Creating a holistic digital environment on cruise ships

By Sean Dudley |

This article was first published in the Spring/Summer 2018 issue of the International Cruise & Ferry Review. All information was correct at the time of printing, but may since have changed.

People expect a certain level of digital connectivity at all times in the modern age, and this expectation extends to any cruise or ferry vessel they may step onto.

“When people board a ferry or a cruise ship, they want to be connected,” explains Jan Erik Norli, chief sales officer for cruise and ferry at Telenor Maritime. “They want to be able to use social media and other mobile services. Not having a sustainable and high-quality mobile and wi-fi network is no longer an option. People expect networks to be available and ready to use, preferably with seamless onboarding.”

Founded in Norway but now boasting offices in Sweden, the US and Singapore, Telenor Maritime is a dedicated specialist marine mobile operator. The company has had a presence in the cruise and ferry business since 2004, but recent years have seen a significant shift in the speed at which technology in the industry is moving.

“Since 2012, mobile technology development has continuously accelerated,” says Norli.

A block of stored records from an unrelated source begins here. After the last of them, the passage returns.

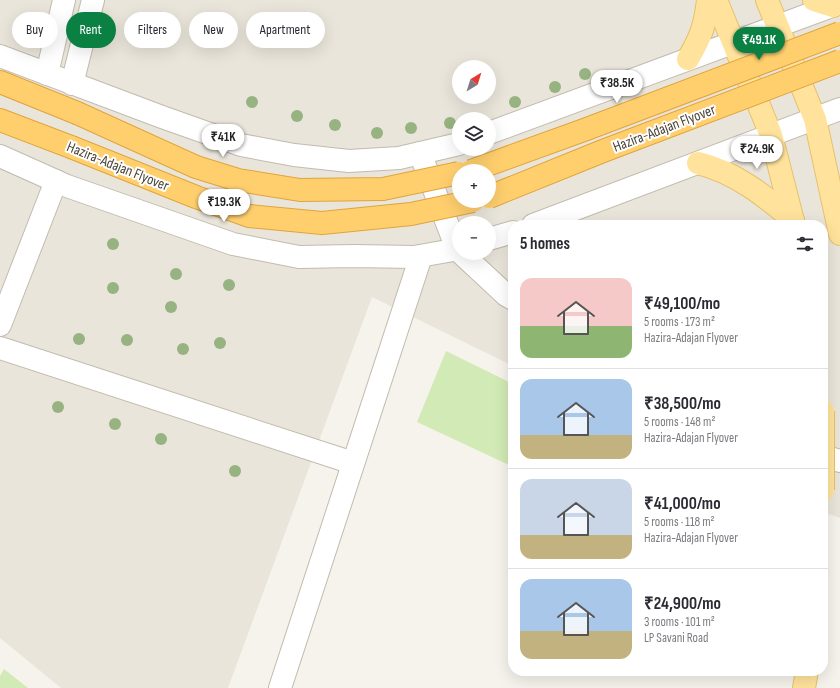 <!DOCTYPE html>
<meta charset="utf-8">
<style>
:root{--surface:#fff;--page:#f2f2f3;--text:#2b2b33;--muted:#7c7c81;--line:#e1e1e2;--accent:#0b8043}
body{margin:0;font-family:"Sofia Sans Condensed",sans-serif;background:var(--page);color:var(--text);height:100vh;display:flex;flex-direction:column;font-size:15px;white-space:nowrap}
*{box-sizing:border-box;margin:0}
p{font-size:13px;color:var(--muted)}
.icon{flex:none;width:22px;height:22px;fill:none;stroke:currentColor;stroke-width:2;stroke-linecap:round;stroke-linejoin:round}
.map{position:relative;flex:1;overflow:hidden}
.side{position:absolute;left:508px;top:220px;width:320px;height:456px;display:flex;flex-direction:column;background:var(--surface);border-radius:16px;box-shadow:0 4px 16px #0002}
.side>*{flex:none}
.top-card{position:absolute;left:12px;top:12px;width:380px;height:36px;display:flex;gap:8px}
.needle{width:26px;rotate:38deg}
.controls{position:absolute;left:452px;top:60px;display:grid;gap:8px}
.controls a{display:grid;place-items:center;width:44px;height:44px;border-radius:50%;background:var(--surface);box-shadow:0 4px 16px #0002;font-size:20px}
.price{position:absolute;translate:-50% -34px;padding:0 9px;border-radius:14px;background:#fff;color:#222;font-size:13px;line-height:26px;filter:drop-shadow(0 1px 2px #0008)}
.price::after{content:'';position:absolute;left:50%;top:24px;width:12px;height:9px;margin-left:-6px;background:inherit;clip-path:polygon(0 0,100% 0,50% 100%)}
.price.selected{background:var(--accent);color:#fff}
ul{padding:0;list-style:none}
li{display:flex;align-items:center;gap:12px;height:100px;padding:0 12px}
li+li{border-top:1px solid var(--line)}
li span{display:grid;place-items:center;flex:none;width:112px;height:80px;border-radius:12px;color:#555}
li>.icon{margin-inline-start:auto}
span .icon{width:48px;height:48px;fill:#fffc;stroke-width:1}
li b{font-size:17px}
h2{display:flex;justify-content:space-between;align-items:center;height:48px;padding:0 12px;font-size:17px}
.pill{padding:0 14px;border-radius:18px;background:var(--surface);box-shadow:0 4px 16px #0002;font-size:14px;line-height:36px}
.pill.selected{background:var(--accent);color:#fff}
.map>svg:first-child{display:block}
</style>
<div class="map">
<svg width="840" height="688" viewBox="0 0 840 688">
<rect width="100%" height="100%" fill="#f6f3ec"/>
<path fill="#eae5da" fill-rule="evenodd" d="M0 0H840V518L823 512V225H513V366L372 297 228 688H61L0 638ZM459 67H489V97H459ZM459 119H489V149H459ZM459 171H489V201H459ZM459 223H489V253H459Z"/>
<g fill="#d2eab5">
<polygon points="446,351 513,384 513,467 417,422"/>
<polygon points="4,669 28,688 0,688 0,676"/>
</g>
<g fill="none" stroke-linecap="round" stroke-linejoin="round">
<defs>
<g id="minor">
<polyline points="0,56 162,117 241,145 294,155 349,161 399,158 459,144"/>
<polyline points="47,74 64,0"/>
<polyline points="72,84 93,0"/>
<polyline points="489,133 840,3"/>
<polyline points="420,153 457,249 459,251"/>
<polyline points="0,156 67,186 233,244 299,257 354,256 414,257 459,249"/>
<polyline points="533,225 840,109"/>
<polyline points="489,239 513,232"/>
<polyline points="461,253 506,295 513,299"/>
<polyline points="0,325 56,181"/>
<polyline points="0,348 353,463"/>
<polyline points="823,456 840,461"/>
<polyline points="280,688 421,256"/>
</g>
<g id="major">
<polyline points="716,0 771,135 794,225"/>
<polyline points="767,0 815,119 840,234"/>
<polyline points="814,0 833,6"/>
<path d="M688 59C701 37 705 26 708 0"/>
<path d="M698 163C735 172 765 196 793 220"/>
<polyline points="804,688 807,671"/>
</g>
<g id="highway">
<polyline points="0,82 77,113"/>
<polyline points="0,120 71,147"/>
</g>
</defs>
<use href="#minor" stroke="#c2bbae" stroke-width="24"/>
<use href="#major" stroke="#e6c16a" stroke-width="24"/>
<use href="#highway" stroke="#e0a43c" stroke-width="24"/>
<use href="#minor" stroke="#fff" stroke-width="22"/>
<use href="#major" stroke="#ffe39c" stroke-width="22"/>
<use href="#highway" stroke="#ffcf6e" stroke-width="22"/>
<defs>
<polyline id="major-bridge" points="823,411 823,490"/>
<g id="highway-bridge">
<polyline points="77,113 196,167 238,180 300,190 383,189 459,173"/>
<polyline points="71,147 196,197 249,216 322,223 411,214 473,201"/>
<polyline points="471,171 584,130 840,33"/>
<polyline points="489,197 603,151 840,61"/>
</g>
</defs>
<use href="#major-bridge" stroke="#e6c16a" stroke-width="24" stroke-linecap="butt"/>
<use href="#highway-bridge" stroke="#e0a43c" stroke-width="24" stroke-linecap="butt"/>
<use href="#major-bridge" stroke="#ffe39c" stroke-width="22"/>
<use href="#highway-bridge" stroke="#ffcf6e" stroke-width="22"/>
</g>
<g fill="#97b381">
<circle cx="585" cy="74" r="6"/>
<circle cx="555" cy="87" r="6"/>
<circle cx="252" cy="102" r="6"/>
<circle cx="515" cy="102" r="6"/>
<circle cx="297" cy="116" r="6"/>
<circle cx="450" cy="123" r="6"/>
<circle cx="335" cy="125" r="6"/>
<circle cx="411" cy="128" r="6"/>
<circle cx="377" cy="133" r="6"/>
<circle cx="113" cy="244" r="6"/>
<circle cx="176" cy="274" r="6"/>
<circle cx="229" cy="285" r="6"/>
<circle cx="113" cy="288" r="6"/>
<circle cx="171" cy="307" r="6"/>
<circle cx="79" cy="339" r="6"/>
<circle cx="127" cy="340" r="6"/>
<circle cx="220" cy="343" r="6"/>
<circle cx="183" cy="349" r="6"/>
<circle cx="58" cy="407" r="6"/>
<circle cx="115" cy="424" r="6"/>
<circle cx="161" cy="439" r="6"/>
<circle cx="235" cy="471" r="6"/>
</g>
<g text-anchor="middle" stroke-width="4" stroke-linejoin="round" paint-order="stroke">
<g font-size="15" fill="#4b4439" stroke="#fff">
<text transform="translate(664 128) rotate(-21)" y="5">Hazira-Adajan Flyover</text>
<text transform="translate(118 166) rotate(22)" y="5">Hazira-Adajan Flyover</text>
</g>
</g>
</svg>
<div class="controls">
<a><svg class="needle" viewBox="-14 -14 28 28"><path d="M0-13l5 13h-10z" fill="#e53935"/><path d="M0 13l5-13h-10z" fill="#7c7c81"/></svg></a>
<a><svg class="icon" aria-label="layers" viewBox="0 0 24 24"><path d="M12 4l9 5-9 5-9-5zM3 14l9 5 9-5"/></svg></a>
<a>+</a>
<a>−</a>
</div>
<b class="price selected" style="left:759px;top:61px">₹49.1K</b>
<b class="price" style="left:617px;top:104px">₹38.5K</b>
<b class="price" style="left:223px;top:158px">₹41K</b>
<b class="price" style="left:757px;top:170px">₹24.9K</b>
<b class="price" style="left:224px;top:223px">₹19.3K</b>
<div class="top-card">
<a class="pill">Buy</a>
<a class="pill selected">Rent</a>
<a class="pill">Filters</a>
<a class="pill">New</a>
<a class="pill">Apartment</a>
</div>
<section class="side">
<h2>5 homes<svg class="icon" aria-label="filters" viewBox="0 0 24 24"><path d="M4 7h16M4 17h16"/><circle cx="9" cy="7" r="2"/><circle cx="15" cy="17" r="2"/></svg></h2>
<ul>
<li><span style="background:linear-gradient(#f6c9c9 60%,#8fb573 0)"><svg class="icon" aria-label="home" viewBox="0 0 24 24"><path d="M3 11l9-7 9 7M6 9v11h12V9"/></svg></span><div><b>₹49,100/mo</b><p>5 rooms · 173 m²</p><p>Hazira-Adajan Flyover</p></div></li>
<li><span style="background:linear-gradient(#a9c7e8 70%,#c2b280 0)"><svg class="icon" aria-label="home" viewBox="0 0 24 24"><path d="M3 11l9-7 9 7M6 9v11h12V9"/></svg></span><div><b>₹38,500/mo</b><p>5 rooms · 148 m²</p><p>Hazira-Adajan Flyover</p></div></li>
<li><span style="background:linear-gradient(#c9d6e8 70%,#c2b280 0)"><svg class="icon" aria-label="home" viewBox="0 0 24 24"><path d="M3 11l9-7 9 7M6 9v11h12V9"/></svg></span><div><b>₹41,000/mo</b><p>5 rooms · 118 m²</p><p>Hazira-Adajan Flyover</p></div></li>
<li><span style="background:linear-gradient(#a9c7e8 65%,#c2b280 0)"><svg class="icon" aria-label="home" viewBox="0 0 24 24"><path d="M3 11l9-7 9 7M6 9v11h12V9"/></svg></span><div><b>₹24,900/mo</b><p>3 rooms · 101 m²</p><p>LP Savani Road</p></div></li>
</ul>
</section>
</div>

“When the smartphone entered the market, the demand for services exploded. There used to be a lot of constraints on the mobile ecosystem. There was not enough bandwidth and no wi-fi services for mobile phones to hook up to. We had to address this, and as a telecommunications provider we saw 3G ready at that time, knew 4G was coming, and with 5G already being talked about, we needed to develop substantially.”

As such, the company made a series of decisions that would enable it to better serve the modern customer.

“We decided to invest in providing 3G, 4G, wi-fi and more on vessels,” Norli says. “Bandwidth usage has also become huge. A typical cruise ship in 2013 might have had one megabit (mbit) per second in bandwidth, but today it’s usually closer to 200-300mbit per second, demonstrating what kinds of leaps have had to be made.”

Telenor Maritime has developed a countless number of services for ferries, fisheries and offshore developments in the past, and this expertise is now increasingly being harnessed in the cruise industry, thus actuating cross-vertical synergies. Furthermore, to meet this demand and have a truly global presence, the company has partnered with satellite and ground communications solutions provider SES.

“We have an agreement in the cruise industry with Carnival Corporation, serving half of their fleet,” Norli says. “We serve Norwegian Cruise Line, and Silversea Cruises also uses our systems plus several other of the more ‘expedition-centric’ cruise companies. Silversea is a particularly demanding cruise company to work with due to the fact they have above 2,400 ports of call each year worldwide! They go everywhere from Greenland and Iceland down to Antarctica. But we rise to this challenge and supply bandwidth, mobile broadband, mobile 3G and wi-fi services.”

As well as these services, Telenor Maritime also delivers its custom applications to clients.

“The connectivity we deliver can benefit crew as much as it can passengers,” Norli says.

“Crew can use the mobile and wi-fi networks for operational use or private matters, such as social media. In a cruise ship, or a ferry vessel, there are a lot of cabins, and a pervasive wi-fi and mobile network allows for applications to be used to enhance and streamline tasks such as cabin cleaning and maintenance. Restaurants and show lounges can use applications, allowing customers to make extra orders easily by their mobile phones at their table for example.”

Though Telenor Maritime has a spectrum of services on offer, Norli advocates a unified approach to enhancing a company’s digital offering.

“What we are trying to do is promote companies having a holistic view of their digital environment,” Norli explains. “Sometimes in the cruise and ferry industries, we see a company’s IT, marketing and operations departments working quite separately, but these departments should work together to excel. Companies need to be brave. Digital transformation creates a lot of questions, and you don’t always have the answers immediately. We have an expression in Norway: “You can’t jump a wide ravine in two small jumps; you need to make one giant leap.” We can help companies make this leap. It’s a matter of embracing the idea of an end-to-end service. Our service provisioning into the ferry market has boomed over the last two years, with Fjordline and Color Line being the frontrunners, and we’ve added DFDS, Finnlines, Stena Line and Brittany Ferries. These lines all use our end-to-end services, and are now moving from 3G and introducing mobile 4G services onboard. We’re also preparing several new press releases for imminent release, adding a significant number of brands to our extensive reference list.”

Moving forward, Norli believes that by working closely with customers, the company can continue to grow and deliver exceptional services.

“We’re always looking to update our competency, develop and plan the technology roadmap, and then execute,” he concludes. “Telenor Maritime invests in technology and our customers, but there needs to be a willingness to invest from our partner side as well. This isn’t a field where somebody will just fix things for you. It requires collaboration, partnership, and everybody needs to be prepared and be willing to take on the challenge.”